Jornal do Brasil

Terça-feira, 21 de Outubro de 2014

Jazz

Trio The Bad Plus dá a sua versão da 'Sagração', a obra-prima de Stravinsky

Luiz Orlando Carneiro

Formado em 2000, o hiperativo trio The Bad Plus ficou famoso por cultivar uma espécie de vanguardismo pop, elevando em muitos decibeis o “volume” do típico trio de jazz acústico, e procurando conciliar o apelo rítmico dançante do rock com a estrutura harmônico-melódica da improvisação jazzística.

O pianista Ethan Iverson, o baterista Dave King e o baixista (acústico) Reid Anderson são excelentes instrumentistas, de sólida formação musical, e gravaram uma série muito bem sucedida de oito CDs, de These are the vistas (Columbia, 2003) aMade possible (eOne, 2012). E eles anunciam, para abril próximo, o lançamento pela renascida Okeh – etiqueta agora sob o pálio da Sony Masterwoks – de um álbum contendo a versão que fizeram, para o trio, da mais importante obra orquestral da música erudita escrita no século XX: A Sagração da primavera (Le sacre du printemps no original), de Igor Stravinsky (1882-1971).

O centenário da estreia, em Paris, da obra-prima de Stravinsky (The rite of Spring, em inglês), foi celebrado no ano passado.

Ethan Iverson, Dave King e Reid Anderson tocam em São Paulo na terça-feira (25/2)
Ethan Iverson, Dave King e Reid Anderson tocam em São Paulo na terça-feira (25/2)

Tudo indica que o Bad Plus vai tocar trechos dessa inusitada versão da Sagração, na próxima terça-feira (25/2), em apresentação única, no clube Bourbon Street, em São Paulo, como parte de uma turnê que incluiu a Argentina.

A jazzificação de fragmentos melódicos de Stravinsky não é novidade. Paul Desmond gostava de citar, em solos, trechos da suíte Petrouchka. O também saxofonista alto Ornette Coleman baseou na melancólica introdução da Sagração da primaveraa sua composição Sleep talking (8m45), constante do CD Sound grammar (2006).

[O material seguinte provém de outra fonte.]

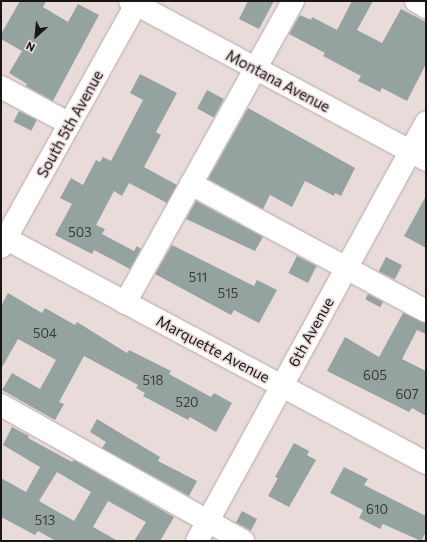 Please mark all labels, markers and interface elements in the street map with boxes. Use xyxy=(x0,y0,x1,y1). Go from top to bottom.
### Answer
north arrow xyxy=(16,16,56,56)
text: N xyxy=(24,39,37,55)
street label: Montana Avenue xyxy=(223,46,333,116)
street label: South 5th Avenue xyxy=(33,67,107,181)
house number: 503 xyxy=(68,224,92,240)
house number: 511 xyxy=(189,269,207,285)
house number: 515 xyxy=(218,285,238,301)
street label: 6th Avenue xyxy=(285,294,337,370)
street label: Marquette Avenue xyxy=(153,312,273,386)
house number: 504 xyxy=(33,325,57,341)
house number: 605 xyxy=(363,367,387,383)
house number: 518 xyxy=(143,372,163,388)
house number: 607 xyxy=(395,386,419,402)
house number: 520 xyxy=(175,394,199,410)
house number: 610 xyxy=(366,501,388,517)
house number: 513 xyxy=(35,512,55,528) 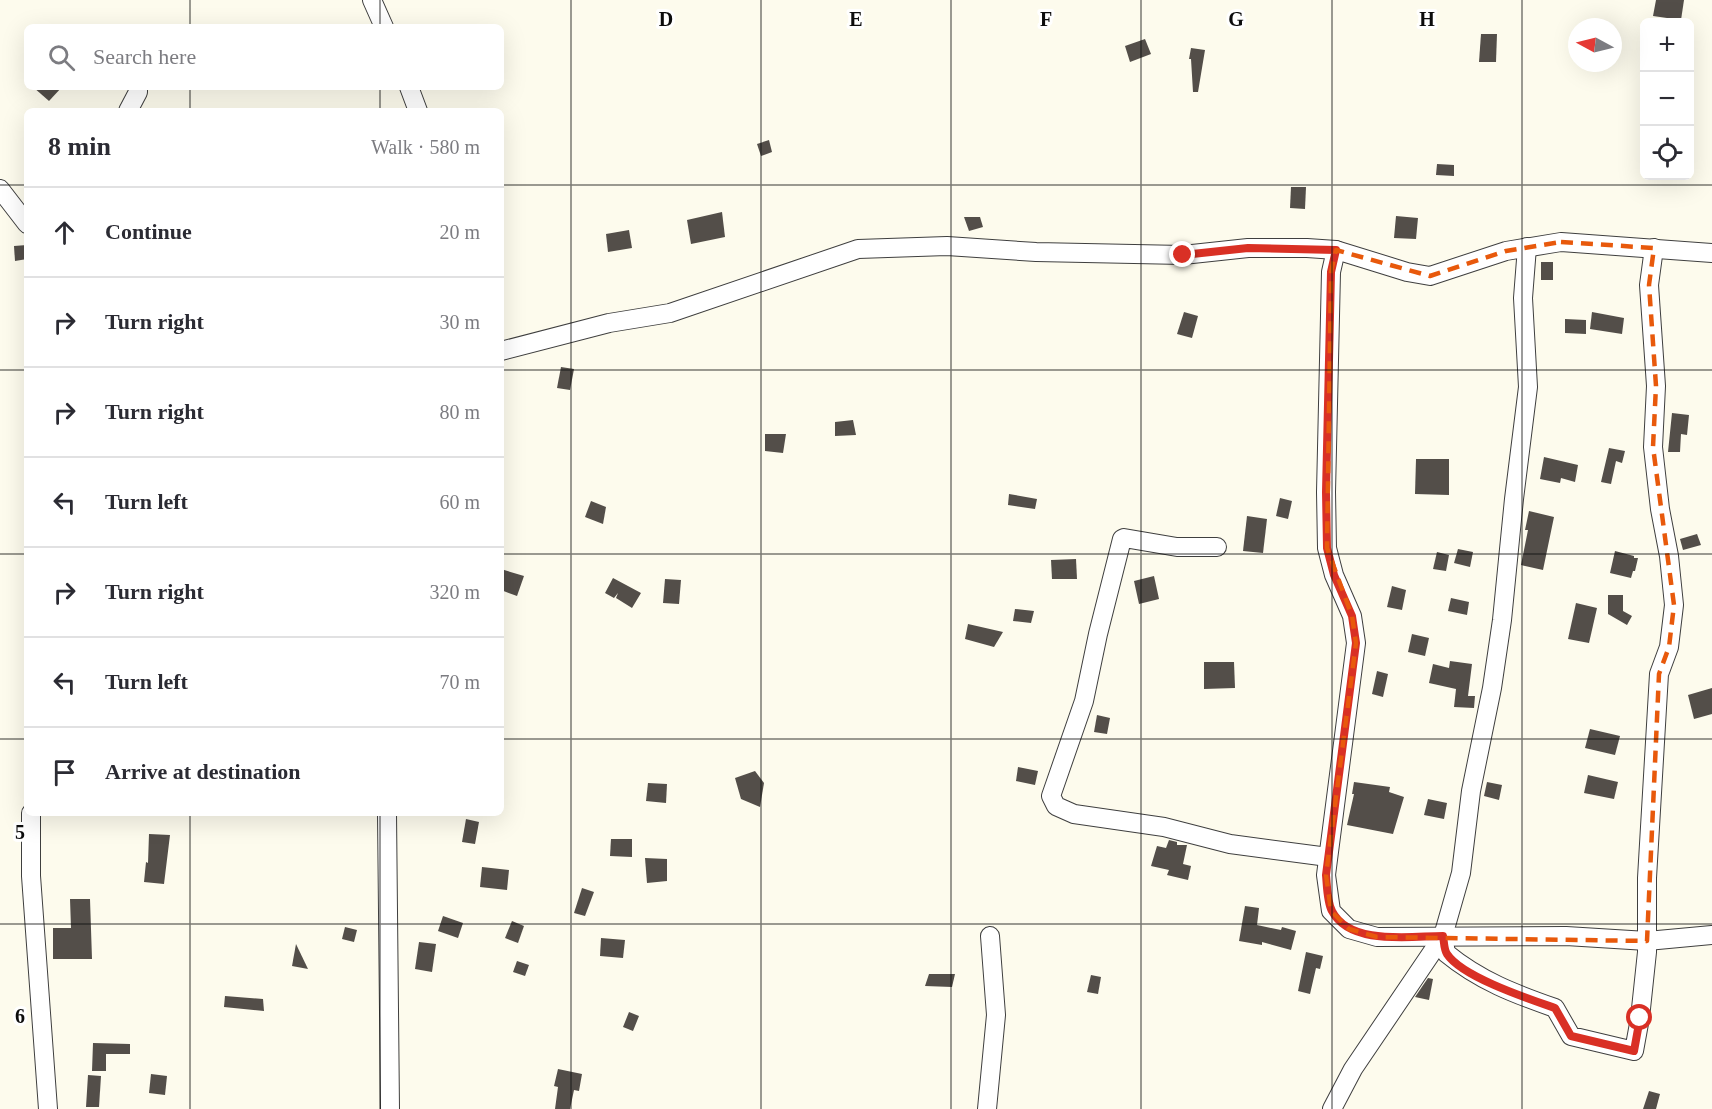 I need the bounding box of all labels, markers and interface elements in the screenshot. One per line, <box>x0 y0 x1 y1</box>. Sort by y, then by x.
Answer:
text: D <box>659 8 673 30</box>
text: E <box>849 8 863 30</box>
text: F <box>1040 8 1052 30</box>
text: G <box>1228 8 1244 30</box>
text: H <box>1419 8 1435 30</box>
north arrow <box>1568 18 1622 72</box>
map controls <box>1640 18 1694 180</box>
button: + <box>1640 18 1694 72</box>
search box <box>24 24 504 90</box>
icon: search <box>45 41 78 74</box>
text: Search here <box>93 44 196 69</box>
button: − <box>1640 72 1694 126</box>
button: locate <box>1640 126 1694 180</box>
text: 8 min <box>48 132 111 161</box>
text: Walk · 580 m <box>371 136 480 158</box>
icon: ahead <box>48 216 81 249</box>
text: Continue <box>105 219 192 244</box>
text: 20 m <box>439 221 480 243</box>
route end <box>1169 241 1195 267</box>
icon: right <box>48 306 81 339</box>
text: Turn right <box>105 309 204 334</box>
text: 30 m <box>439 311 480 333</box>
icon: right <box>48 396 81 429</box>
text: Turn right <box>105 399 204 424</box>
text: 80 m <box>439 401 480 423</box>
icon: left <box>48 486 81 519</box>
text: Turn left <box>105 489 188 514</box>
text: 60 m <box>439 491 480 513</box>
icon: right <box>48 576 81 609</box>
text: Turn right <box>105 579 204 604</box>
text: 320 m <box>429 581 480 603</box>
icon: left <box>48 666 81 699</box>
text: Turn left <box>105 669 188 694</box>
text: 70 m <box>439 671 480 693</box>
icon: arrive <box>48 756 81 789</box>
text: Arrive at destination <box>105 759 301 784</box>
text: 5 <box>15 821 25 843</box>
route start <box>1626 1004 1652 1030</box>
text: 6 <box>15 1005 25 1027</box> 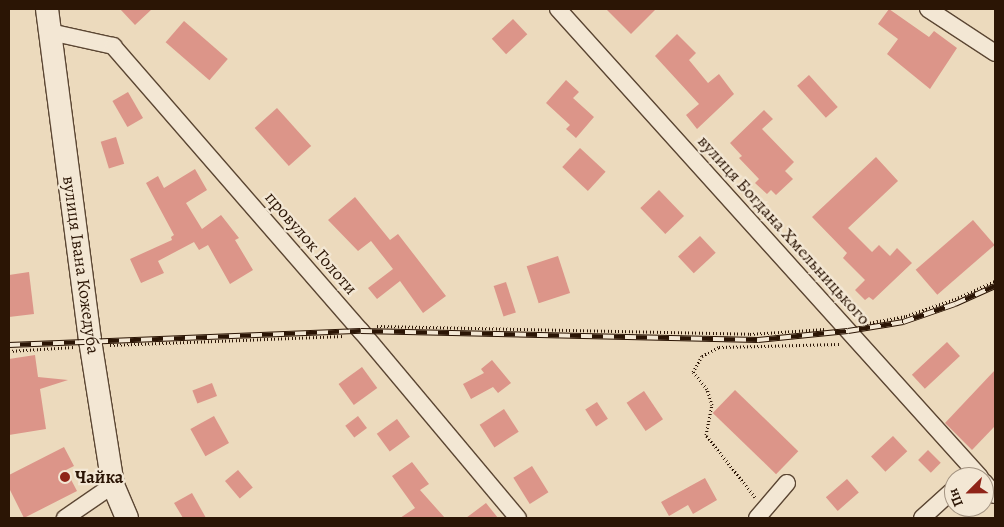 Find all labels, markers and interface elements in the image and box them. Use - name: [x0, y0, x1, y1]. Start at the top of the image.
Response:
- street label: вулиця Богдана Хмельницького: [693, 131, 875, 329]
- street label: вулиця Івана Кожедуба: [58, 174, 104, 356]
- street label: провулок Голоти: [260, 187, 362, 299]
- place label: Чайка: [75, 466, 123, 488]
- north arrow: [944, 467, 994, 517]
- marker: Чайка: [59, 471, 71, 483]
- text: Пн: [943, 486, 968, 510] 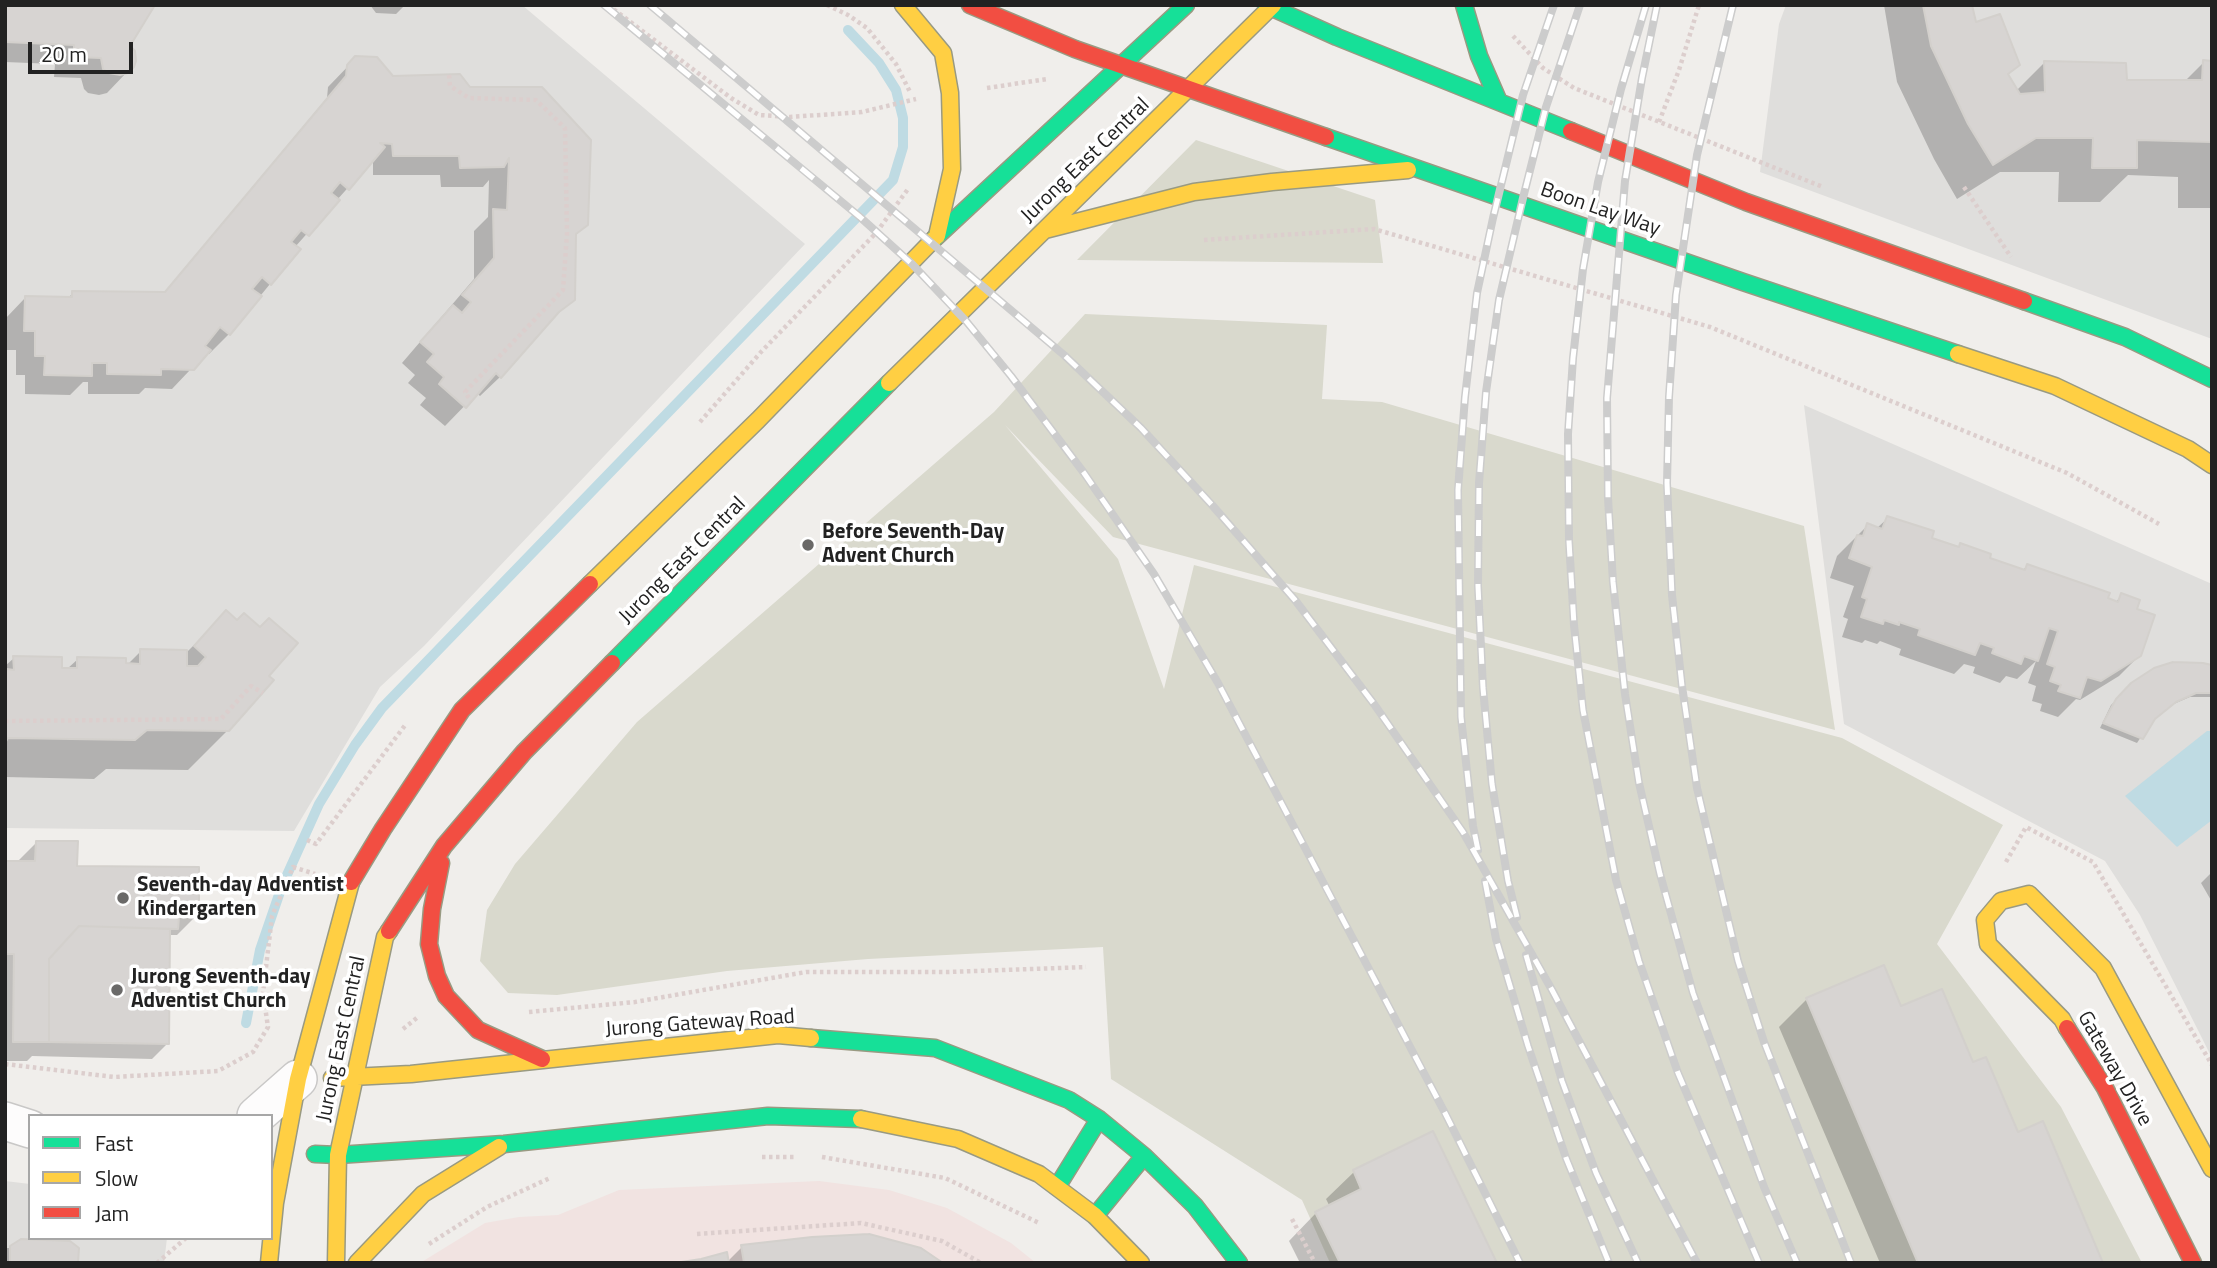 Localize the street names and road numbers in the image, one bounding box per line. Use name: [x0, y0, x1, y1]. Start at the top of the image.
street label: Jurong East Central: [1016, 93, 1156, 229]
street label: Boon Lay Way: [1537, 178, 1663, 242]
street label: Jurong East Central: [614, 492, 752, 630]
street label: Jurong East Central: [312, 954, 372, 1124]
street label: Jurong Gateway Road: [604, 1005, 796, 1043]
street label: Gateway Drive: [2071, 1007, 2157, 1131] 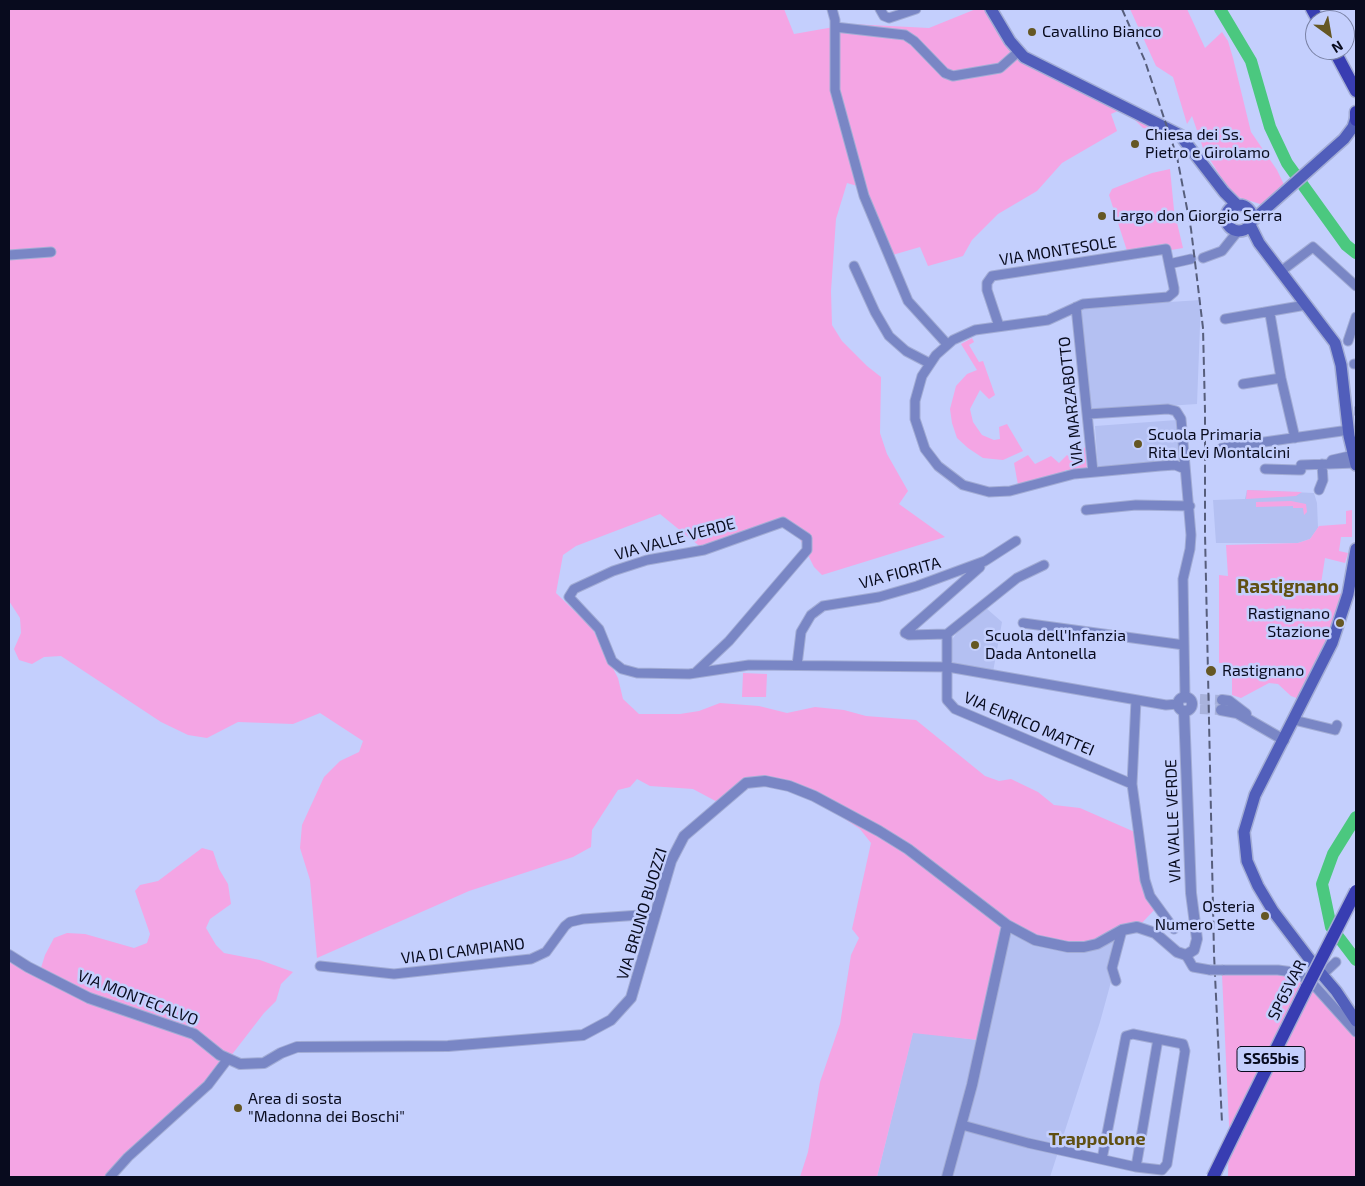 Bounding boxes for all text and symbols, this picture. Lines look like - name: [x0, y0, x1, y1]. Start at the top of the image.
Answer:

No entanto, a interpretação que Iverson, King e Anderson deram ao Sacre – música de balé originalmente escrita para uma orquestra que inclui 44 instrumentos de sopro – abrange os 15 “movimentos” da obra de Stravinsky. E é bem possível que o trio tenha se baseado numa versão que o próprio compositor russo dela fez para dois pianos.

Mais do que isso, o trio Bad Plus “enfrenta” o Rite of spring (que será o título do CD da Okeh) com razoável swing, mas praticamente ao pé da letra, ou melhor, seguindo o curso melódico da opus magna da música erudita moderna. De cabo a rabo, como se pode escutar no registro (youtube) da estreia do Sacre tal como concebido pelo controvertido trio de jazz, em março de 2011, na Duke University.

O pianista Ethan Iverson e o baterista Dave King, em mais de uma oportunidade, sublinharam o fato de que a versão do trio, de cerca de 40 minutos – duração só um pouquinho mais longa do que os 35 minutos das principais gravações orquestrais e formais do Sacre – foi tomando corpo durante mais de 10 anos.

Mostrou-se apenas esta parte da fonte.